Just like most folks these days we are hunkering around at home. Not much going on besides taking some interest in the news, doing housekeeping and the usual stuff. We were, however, blessed with some pretty good weather. For a while I thought the Snow God had forgotten our area this year and Benno and I enjoyed walking our dogs on dry pavement that was void of any snow. Mind you it still was cold outside.
Look at that scene on our front lawn I photographed through the window on Sunday morning and that was only a fraction of the flock or should I say the masses that descended onto the grassy areas around our house. The thriller film “The Birds” by Alfred Hitchcock came to my mind. A couple of hours later it started snowing leaving about a couple of inches of snow, which covered the ground pretty much everywhere.
Fresh fluffy snow on the deck was of course very inviting for Elsa and Reggy to have some fun in and they had it all messed up in no time at all.
Look at these rascals
A few days ago Benno received in the mail his order of Ceccorp Instant Wood Glue he had ordered for a special job. The label states it is used for: Wood 20 gr toughened medium viscosity cyanoacrylate adhesive designed to bond surface insensitive material like wood, leather, rubber, plastics and metal. We keep small mementos from our travels in a display cabinet for sentimental reasons. One such item is a small, delicate, hand carved motorboat made from a very light Balsam kind of wood grown in the jungle of South America. The little boat is carved in its entirety from a piece of wood and even the smallest details are carved wood but its rooftop had come undone while we transported it and Benno wanted to fix it.
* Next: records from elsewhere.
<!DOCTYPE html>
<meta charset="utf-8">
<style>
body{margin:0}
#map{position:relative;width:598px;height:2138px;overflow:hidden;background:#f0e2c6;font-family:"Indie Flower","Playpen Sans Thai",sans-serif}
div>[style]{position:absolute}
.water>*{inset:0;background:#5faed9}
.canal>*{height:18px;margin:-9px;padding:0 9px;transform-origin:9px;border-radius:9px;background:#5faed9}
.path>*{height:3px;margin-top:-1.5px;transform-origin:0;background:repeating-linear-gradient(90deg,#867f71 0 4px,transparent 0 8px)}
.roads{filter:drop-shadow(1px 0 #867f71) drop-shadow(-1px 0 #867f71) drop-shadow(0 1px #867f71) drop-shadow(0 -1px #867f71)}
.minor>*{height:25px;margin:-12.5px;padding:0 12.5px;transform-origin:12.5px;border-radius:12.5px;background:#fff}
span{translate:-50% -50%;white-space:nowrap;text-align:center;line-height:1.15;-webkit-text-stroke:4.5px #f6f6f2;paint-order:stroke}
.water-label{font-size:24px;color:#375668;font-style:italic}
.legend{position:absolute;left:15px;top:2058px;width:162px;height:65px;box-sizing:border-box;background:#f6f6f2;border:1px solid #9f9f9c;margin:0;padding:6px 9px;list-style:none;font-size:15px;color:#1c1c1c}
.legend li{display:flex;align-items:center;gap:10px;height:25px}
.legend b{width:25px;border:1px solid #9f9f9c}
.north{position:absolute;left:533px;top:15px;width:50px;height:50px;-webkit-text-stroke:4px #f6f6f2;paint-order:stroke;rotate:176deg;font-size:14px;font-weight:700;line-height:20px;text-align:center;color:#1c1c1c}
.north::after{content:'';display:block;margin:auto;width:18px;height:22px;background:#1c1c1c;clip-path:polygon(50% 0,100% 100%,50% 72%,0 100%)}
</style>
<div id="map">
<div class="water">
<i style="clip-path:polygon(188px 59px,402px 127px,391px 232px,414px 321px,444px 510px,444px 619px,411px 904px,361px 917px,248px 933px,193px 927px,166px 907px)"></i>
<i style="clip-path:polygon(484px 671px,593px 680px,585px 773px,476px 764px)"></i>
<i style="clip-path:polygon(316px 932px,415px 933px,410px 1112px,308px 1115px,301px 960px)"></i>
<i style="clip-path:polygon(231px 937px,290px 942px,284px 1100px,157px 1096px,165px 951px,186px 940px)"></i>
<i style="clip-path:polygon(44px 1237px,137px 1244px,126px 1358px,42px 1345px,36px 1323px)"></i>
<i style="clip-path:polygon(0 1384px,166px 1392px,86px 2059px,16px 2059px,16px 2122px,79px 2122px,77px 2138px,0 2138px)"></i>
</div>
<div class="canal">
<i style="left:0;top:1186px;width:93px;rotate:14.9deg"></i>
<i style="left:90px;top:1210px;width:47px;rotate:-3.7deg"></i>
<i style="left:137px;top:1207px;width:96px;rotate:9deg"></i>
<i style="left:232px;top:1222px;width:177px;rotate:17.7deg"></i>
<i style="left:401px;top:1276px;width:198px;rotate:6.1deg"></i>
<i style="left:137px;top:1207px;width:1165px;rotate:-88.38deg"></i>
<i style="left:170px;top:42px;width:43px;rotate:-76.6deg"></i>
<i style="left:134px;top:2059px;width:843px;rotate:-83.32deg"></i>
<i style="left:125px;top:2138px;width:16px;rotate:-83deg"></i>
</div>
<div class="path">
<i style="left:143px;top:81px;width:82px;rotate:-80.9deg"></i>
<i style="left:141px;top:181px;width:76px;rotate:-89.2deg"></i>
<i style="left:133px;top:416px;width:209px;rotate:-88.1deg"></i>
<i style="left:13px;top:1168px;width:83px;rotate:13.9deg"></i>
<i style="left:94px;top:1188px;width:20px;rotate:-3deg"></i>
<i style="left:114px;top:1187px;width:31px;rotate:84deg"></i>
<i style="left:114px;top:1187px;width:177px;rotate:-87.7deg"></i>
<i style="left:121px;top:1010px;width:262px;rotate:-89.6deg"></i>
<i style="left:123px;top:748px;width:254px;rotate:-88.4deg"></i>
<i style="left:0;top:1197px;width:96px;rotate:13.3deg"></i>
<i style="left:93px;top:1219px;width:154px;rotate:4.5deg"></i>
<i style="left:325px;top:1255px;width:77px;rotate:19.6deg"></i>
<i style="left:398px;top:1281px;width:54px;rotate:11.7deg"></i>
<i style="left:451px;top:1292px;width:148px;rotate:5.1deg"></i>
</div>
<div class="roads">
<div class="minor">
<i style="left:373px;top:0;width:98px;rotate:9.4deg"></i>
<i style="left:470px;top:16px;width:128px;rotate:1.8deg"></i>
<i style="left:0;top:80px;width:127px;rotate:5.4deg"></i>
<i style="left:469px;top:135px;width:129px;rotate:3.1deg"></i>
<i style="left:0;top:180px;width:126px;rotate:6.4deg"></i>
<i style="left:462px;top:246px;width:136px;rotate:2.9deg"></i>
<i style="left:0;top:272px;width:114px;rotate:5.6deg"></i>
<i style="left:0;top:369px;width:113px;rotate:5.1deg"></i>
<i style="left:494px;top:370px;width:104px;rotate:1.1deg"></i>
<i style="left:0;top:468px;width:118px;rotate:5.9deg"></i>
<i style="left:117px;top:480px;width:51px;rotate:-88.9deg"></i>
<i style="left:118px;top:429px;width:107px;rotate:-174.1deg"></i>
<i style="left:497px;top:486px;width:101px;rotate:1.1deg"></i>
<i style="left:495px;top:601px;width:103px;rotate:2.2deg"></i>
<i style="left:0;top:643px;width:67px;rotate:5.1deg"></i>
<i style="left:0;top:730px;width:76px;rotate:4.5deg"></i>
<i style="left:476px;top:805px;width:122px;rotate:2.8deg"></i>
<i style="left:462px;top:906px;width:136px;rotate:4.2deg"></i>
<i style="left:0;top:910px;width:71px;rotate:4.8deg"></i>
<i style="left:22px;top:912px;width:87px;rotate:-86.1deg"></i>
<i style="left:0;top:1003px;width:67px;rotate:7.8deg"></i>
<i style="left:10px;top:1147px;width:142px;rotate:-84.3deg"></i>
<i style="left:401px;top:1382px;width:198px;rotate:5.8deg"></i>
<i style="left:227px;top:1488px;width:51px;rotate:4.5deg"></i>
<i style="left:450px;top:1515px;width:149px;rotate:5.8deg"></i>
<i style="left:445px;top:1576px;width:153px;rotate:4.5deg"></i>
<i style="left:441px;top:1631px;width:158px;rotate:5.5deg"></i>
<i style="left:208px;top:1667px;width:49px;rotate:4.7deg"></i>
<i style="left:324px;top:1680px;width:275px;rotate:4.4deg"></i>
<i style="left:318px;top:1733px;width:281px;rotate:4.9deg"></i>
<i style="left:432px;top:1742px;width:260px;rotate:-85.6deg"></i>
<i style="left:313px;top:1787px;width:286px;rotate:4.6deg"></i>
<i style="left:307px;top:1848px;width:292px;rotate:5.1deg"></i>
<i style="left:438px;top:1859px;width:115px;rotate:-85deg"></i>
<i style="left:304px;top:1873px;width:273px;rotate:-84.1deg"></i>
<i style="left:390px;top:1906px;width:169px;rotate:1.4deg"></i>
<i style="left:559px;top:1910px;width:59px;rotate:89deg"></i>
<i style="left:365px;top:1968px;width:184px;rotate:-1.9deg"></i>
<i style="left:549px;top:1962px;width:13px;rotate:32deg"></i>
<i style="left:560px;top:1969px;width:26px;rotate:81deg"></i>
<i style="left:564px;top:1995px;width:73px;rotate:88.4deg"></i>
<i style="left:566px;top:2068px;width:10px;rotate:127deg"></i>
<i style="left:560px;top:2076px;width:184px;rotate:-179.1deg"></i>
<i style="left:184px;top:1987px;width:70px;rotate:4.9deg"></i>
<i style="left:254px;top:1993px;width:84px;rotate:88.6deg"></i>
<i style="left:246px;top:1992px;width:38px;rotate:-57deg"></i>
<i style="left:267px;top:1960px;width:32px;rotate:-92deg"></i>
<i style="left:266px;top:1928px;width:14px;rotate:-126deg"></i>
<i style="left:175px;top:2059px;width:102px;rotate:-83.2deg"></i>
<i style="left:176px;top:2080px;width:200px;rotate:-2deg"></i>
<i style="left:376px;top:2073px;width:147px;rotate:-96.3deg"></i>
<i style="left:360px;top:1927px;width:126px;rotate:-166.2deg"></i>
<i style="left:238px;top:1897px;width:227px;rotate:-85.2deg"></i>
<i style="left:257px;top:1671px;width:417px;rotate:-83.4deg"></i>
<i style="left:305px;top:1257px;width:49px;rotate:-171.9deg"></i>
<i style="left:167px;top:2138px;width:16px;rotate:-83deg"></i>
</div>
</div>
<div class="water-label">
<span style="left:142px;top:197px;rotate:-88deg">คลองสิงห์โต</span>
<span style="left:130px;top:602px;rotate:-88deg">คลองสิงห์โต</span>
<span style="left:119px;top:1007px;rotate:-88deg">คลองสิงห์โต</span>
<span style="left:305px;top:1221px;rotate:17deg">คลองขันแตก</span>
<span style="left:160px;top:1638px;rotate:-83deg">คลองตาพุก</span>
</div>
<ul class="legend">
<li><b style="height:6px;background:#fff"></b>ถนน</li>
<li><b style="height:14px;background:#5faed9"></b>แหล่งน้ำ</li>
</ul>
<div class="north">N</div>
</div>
When we were cruising and exploring on our boat the waters of the Orinoco and Macareo rivers in Venezuela, the local Wareo Indians came in their boats to trade their handmade items for whatever we could spare. Sometimes it was shampoo, clothing, sewing items, ropes and just about anything we could spare. Benno had a small pocketknife that would light up a LED light when pressing a button and he showed it to a young lad who had come by to trade. The boy wanted the knife very badly and was willing to depart with his precious possession of his hand carved boat for it. Looking at all these things in the cabinet takes us back to memory lane.
|The boy that came with his hand carved boat|
The following pictures show some of the dwellings of the Wareo Indians along the Macareo River bank. Most Wareos lived in thatched huts on stilts that are open fronted. Several huts were connected by walkways. For transportation they used either dugout canoes or small boats with outboard motors.
|Other Wareo Indians trading their baskets|
One more week and it will be already February and springtime not so far off. Stay well and healthy and thanks for dropping by.